Chapter 7: Temporal Segmentation of Video Data | Handbook of Video Databases: Design and Applications (Internet and Communications)

Edoardo Ardizzone and Marco La Cascia
Dipartimento di Ingegneria Informatica
University of Palermo
Palermo, ITALY
{ardizzone, lacascia}@unipa.it

1. Introduction

Temporal segmentation of video data is the process aimed at the detection and classification of transitions between subsequent sequences of frames semantically homogeneous and characterized by spatiotemporal continuity. These sequences, generally called camera-shots, constitute the basic units of a video indexing system. In fact, from a functional point of view, temporal segmentation of video data can be considered as the first step of the more general process of content-based automatic video indexing. Although the principal application of temporal segmentation is in the generation of content-based video databases, there are other important fields of application.
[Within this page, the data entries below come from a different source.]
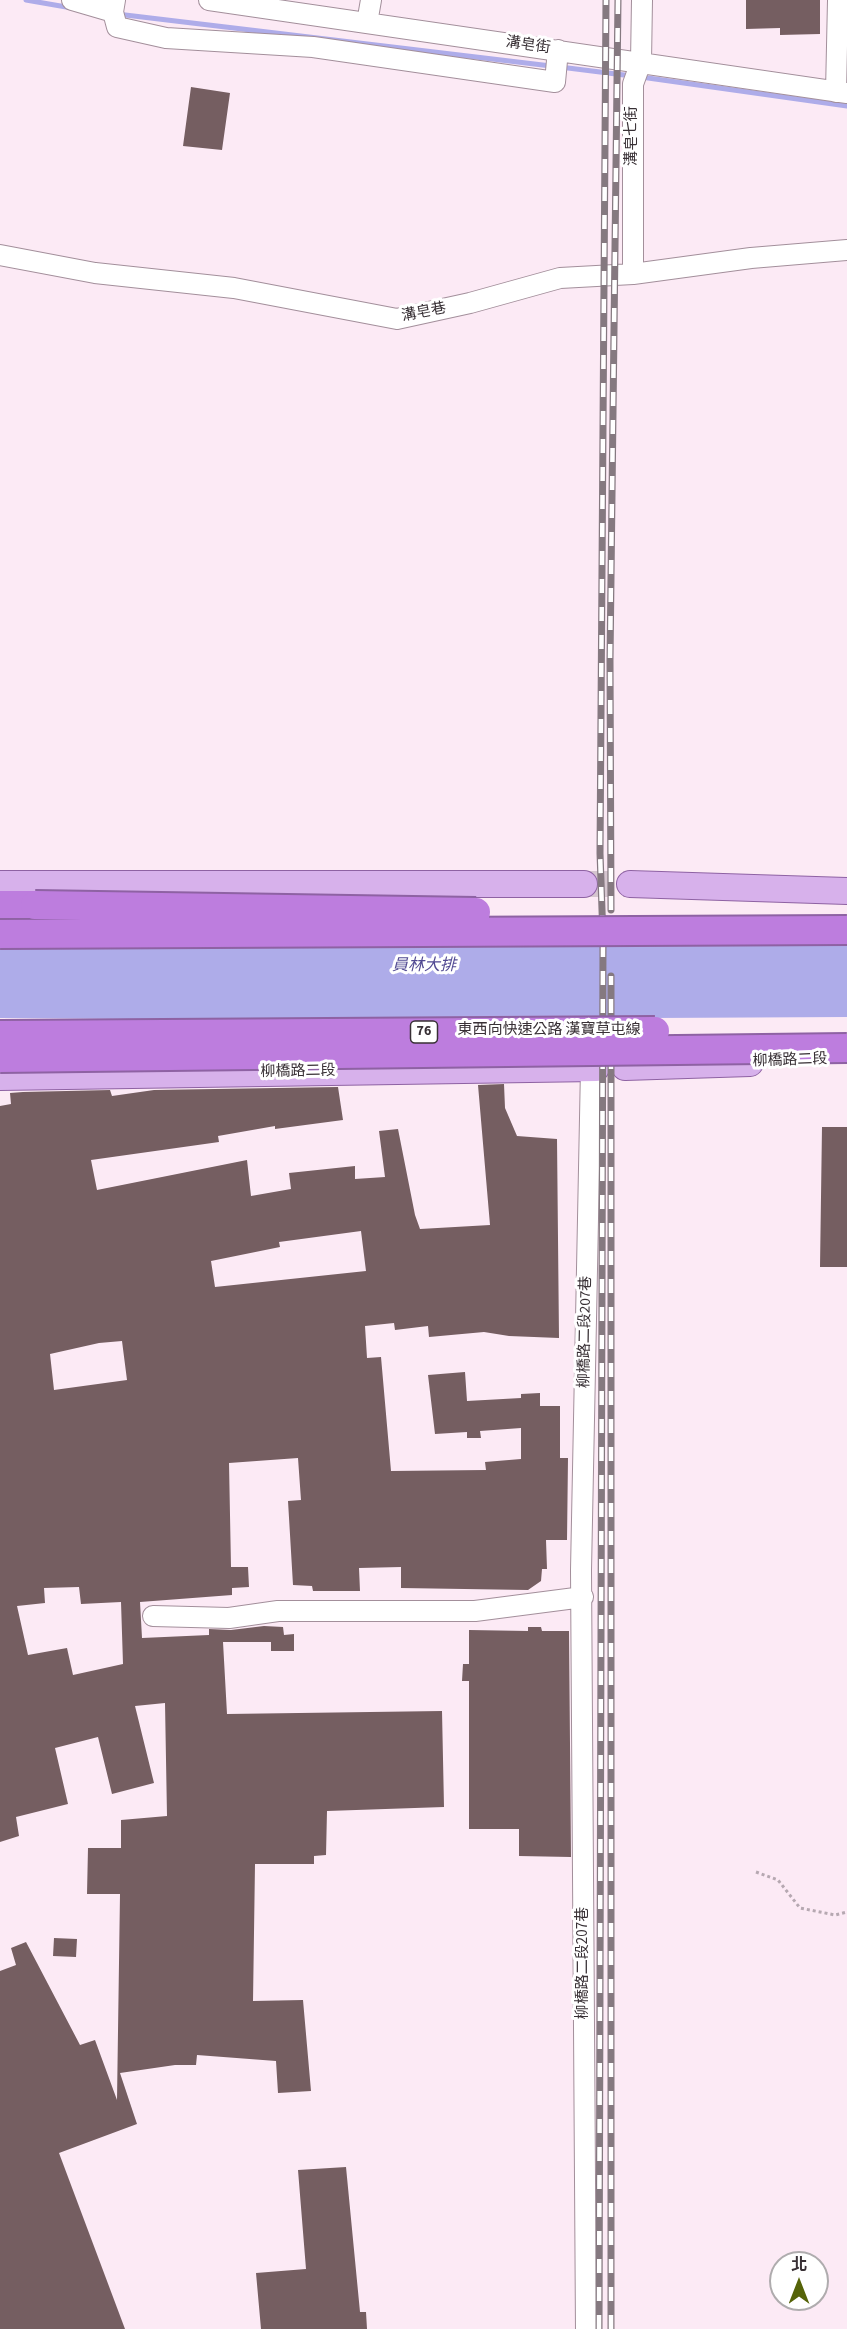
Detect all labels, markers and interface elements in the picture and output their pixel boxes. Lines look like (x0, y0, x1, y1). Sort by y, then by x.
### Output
street label: 溝皂街 (504, 34, 552, 58)
street label: 溝皂七街 (624, 106, 642, 166)
street label: 溝皂巷 (400, 300, 448, 326)
water label: 員林大排 (392, 956, 456, 976)
road number: 76 (410, 1021, 438, 1043)
street label: 東西向快速公路 漢寶草屯線 (458, 1022, 640, 1040)
street label: 柳橋路二段 (752, 1051, 828, 1071)
street label: 柳橋路二段 (260, 1062, 336, 1082)
street label: 柳橋路二段207巷 (576, 1276, 596, 1388)
street label: 柳橋路二段207巷 (575, 1907, 593, 2019)
north arrow (769, 2251, 829, 2311)
text: 北 (791, 2254, 807, 2276)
For example in video browsing, automatic summarization of sports video or automatic trailer generation of movies temporal segmentation is implicitly needed. Another field of application of temporal segmentation is the transcoding of MPEG 1 or 2 digital video to the new MPEG-4 standard. As MPEG-4 is based on video objects that are not coded in MPEG 1 or 2, a temporal segmentation step is in general needed to detect and track the objects across the video.
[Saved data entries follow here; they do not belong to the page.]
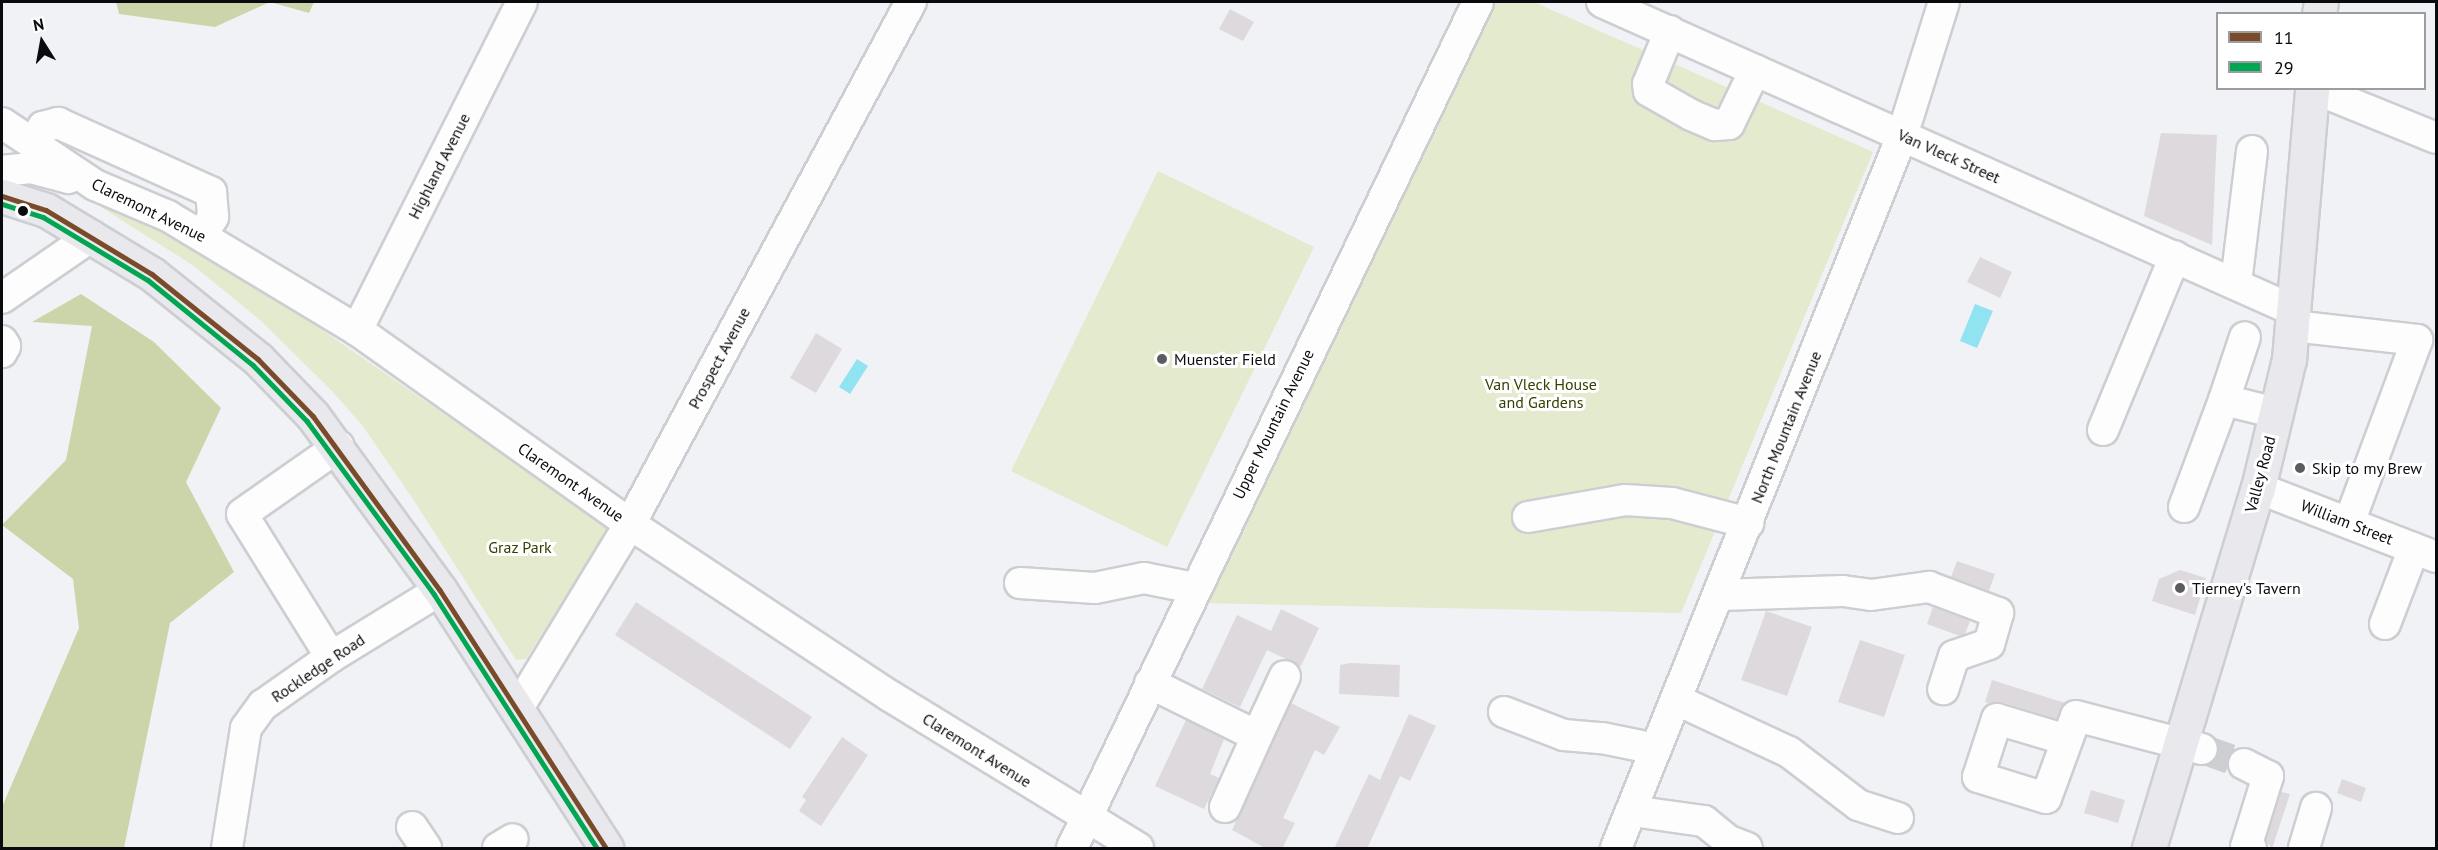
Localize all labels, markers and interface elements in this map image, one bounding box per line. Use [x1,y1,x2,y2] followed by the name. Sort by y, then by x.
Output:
[12,12,72,72] north arrow
[2216,12,2426,90] legend
[31,14,46,35] text: N
[2274,26,2294,49] text: 11
[2274,56,2294,79] text: 29
[404,110,474,222] street label: Highland Avenue
[1894,125,2004,187] street label: Van Vleck Street
[88,174,210,246] street label: Claremont Avenue
[17,205,29,217] unlabelled marker
[684,304,754,412] street label: Prospect Avenue
[1228,346,1318,502] street label: Upper Mountain Avenue
[1747,348,1825,506] street label: North Mountain Avenue
[1174,349,1276,369] place label: Muenster Field
[1155,352,1169,366] marker: Muenster Field
[1485,374,1597,412] park label: Van Vleck House and Gardens
[2241,433,2279,515] street label: Valley Road
[514,438,628,526] street label: Claremont Avenue
[2312,458,2423,478] place label: Skip to my Brew
[2293,461,2307,475] marker: Skip to my Brew
[2298,496,2396,548] street label: William Street
[488,537,552,557] park label: Graz Park
[2192,578,2301,598] place label: Tierney's Tavern
[2173,581,2187,595] marker: Tierney's Tavern
[268,630,368,706] street label: Rockledge Road
[919,709,1035,791] street label: Claremont Avenue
It is important to point out the conceptual difference between the operation of an automatic tool aimed at the detection and classification of the information present in a sequence and the way a human observer analyzes the same sequence. While the human observer usually performs a semantic segmentation starting from the highest conceptual level and then going to the particular, the automatic tool of video analysis, in a dual manner, starts from the lowest level, i.e., the video bitstream, and tries to reconstruct the semantic content. For this reason, operations that are very simple and intuitive for a human may require the implementation of quite complex decision making schemes. For example consider the process of archiving an episode of a tv show. The human observer probably would start annotating the title of the episode and its number, then a general description of the scenes and finally the detailed description of each scene. On the other side the automatic annotation tool, starting form the bitstream, tries to determine the structure of the video based on the homogeneity of consecutive frames and then can extract semantic information. If we assume a camera-shot is a sequence of semantically homogeneous and spatiotemporally continuous frames then the scene can be considered as an homogeneous sequence of shots and the episode as a homogeneous sequence of scenes. In practice, the first step for the automatic annotation tool is the determination of the structure of the video based on camera-shots, scenes and episodes as depicted in Figure 7.1.

click to expand
Figure 7.1: General structure of a video sequence.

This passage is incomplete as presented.